Best to remove that and replace the factory relay and double check everything is proper and no other fuses/relays have been messed with.
that’s what I just did. No change however it looks like a starter cut 2 relay. I’m going to get another relay in the morning and replace the ignition relay just for sake of sanity since I didn’t have spark before and swapper relay with it the ign fuse. And got
sparl but no fuel… I’m going to test it tomorrow after I put a new starter in…
Best to remove that and replace the factory relay and double check everything is proper and no other fuses/relays have been messed with.
I did that today along with a new starter. Would appear it wants to fire off on starter fluid but not it’s own fuel which is still not pulsing. I’d also like to note that I disconnect the cam gear sensor and it continues to try to fire on starter fluid.

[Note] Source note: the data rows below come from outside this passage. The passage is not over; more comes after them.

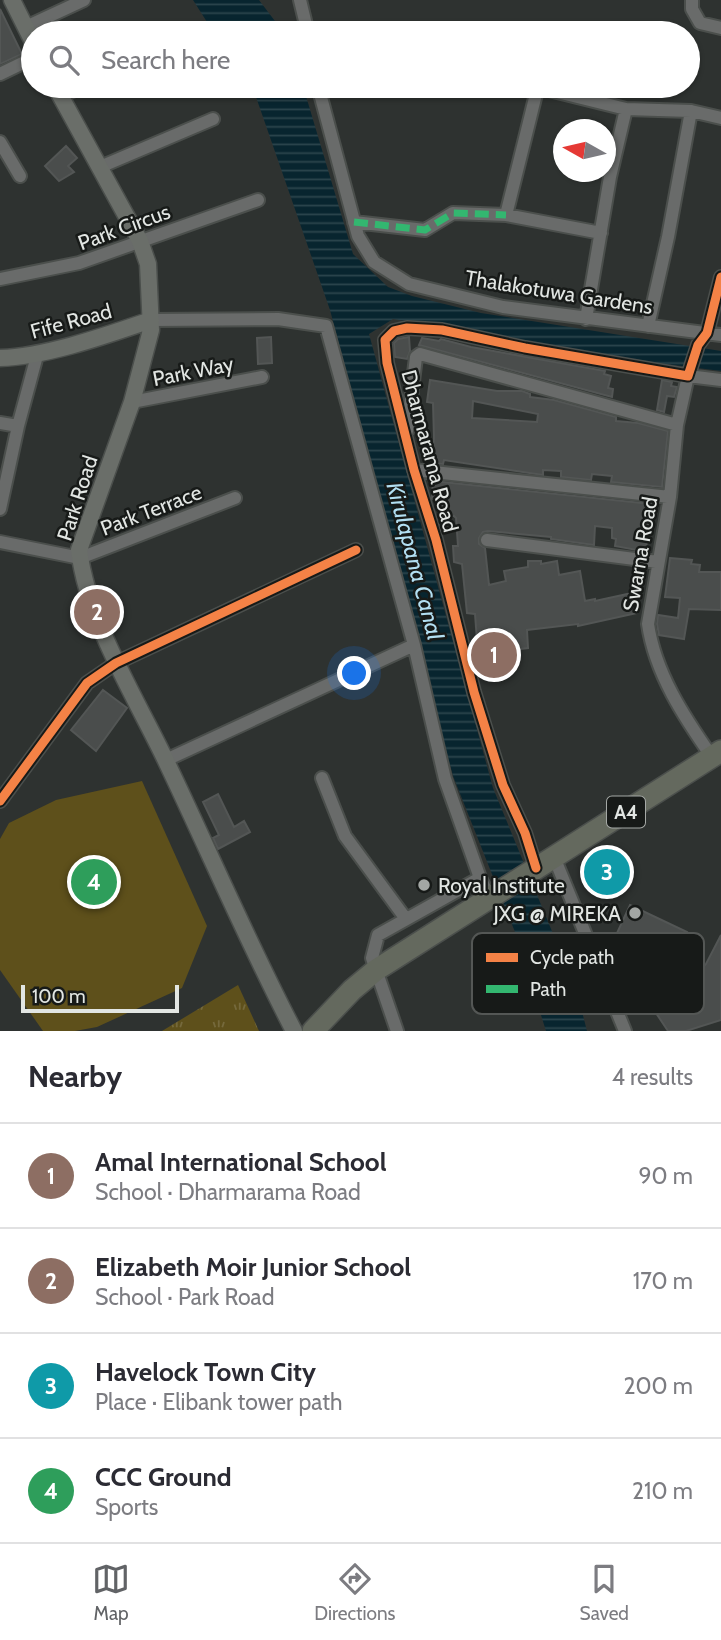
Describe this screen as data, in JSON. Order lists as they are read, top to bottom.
{
  "streets": {
    "highway": ["A4"],
    "main road": ["Fife Road", "Park Road"],
    "street": [
      "Park Circus",
      "Thalakotuwa Gardens",
      "Park Way",
      "Dharmarama Road",
      "Park Terrace",
      "Swarna Road"
    ]
  },
  "crossings": [
    ["Park Circus", "Park Road"],
    ["Thalakotuwa Gardens", "Swarna Road"],
    ["Fife Road", "Park Road"],
    ["Park Way", "Park Road"],
    ["Dharmarama Road", "Swarna Road"],
    ["Dharmarama Road", "A4"],
    ["Park Road", "Park Terrace"],
    ["Swarna Road", "A4"]
  ],
  "water": ["Kirulapana Canal"],
  "places": ["Royal Institute", "JXG @ MIREKA"],
  "legend": ["Cycle path", "Path"],
  "scale_bar": "100 m",
  "north": "left",
  "page": {
    "search": "Search here",
    "pins": [
      "2",
      "1",
      "3",
      "4"
    ],
    "scale": "100 m",
    "heading": ["Nearby", "4 results"],
    "list": [
      {
        "mark": "1",
        "name": "Amal International School",
        "note": "School · Dharmarama Road",
        "value": "90 m"
      },
      {
        "mark": "2",
        "name": "Elizabeth Moir Junior School",
        "note": "School · Park Road",
        "value": "170 m"
      },
      {
        "mark": "3",
        "name": "Havelock Town City",
        "note": "Place · Elibank tower path",
        "value": "200 m"
      },
      {
        "mark": "4",
        "name": "CCC Ground",
        "note": "Sports",
        "value": "210 m"
      }
    ],
    "nav": ["Map", "Directions", "Saved"]
  }
}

I did that today along with a new starter. Would appear it wants to fire off on starter fluid but not it’s own fuel which is still not pulsing. I’d also like to note that I disconnect the cam gear sensor and it continues to try to fire on starter fluid.
is this car different then my old V8’s and uses the cam gear sensor for the injector pulse by chance?
OP are you sure that your crankshaft is not off by a full turn? When the timing belt breaks, the motor keeps spinning for a second. So even if all of your timing marks are correct, your timing could be off 180°. I had this issue when my EBay Chinesium timing belt snapped last month👺. And that's exactly how my engine sounded when I cranked it.
There should be an easy way to verify that piston #1 is at TDC, maybe stick a small camera into your spark plug well? Or just do what I did and rotate your crank a full turn and then install TB and tensioner again. But I reccomend u test start the engine before reassembling everything. Just hook up the ground wire to the body with an alligator clip, crank, and shut down fast.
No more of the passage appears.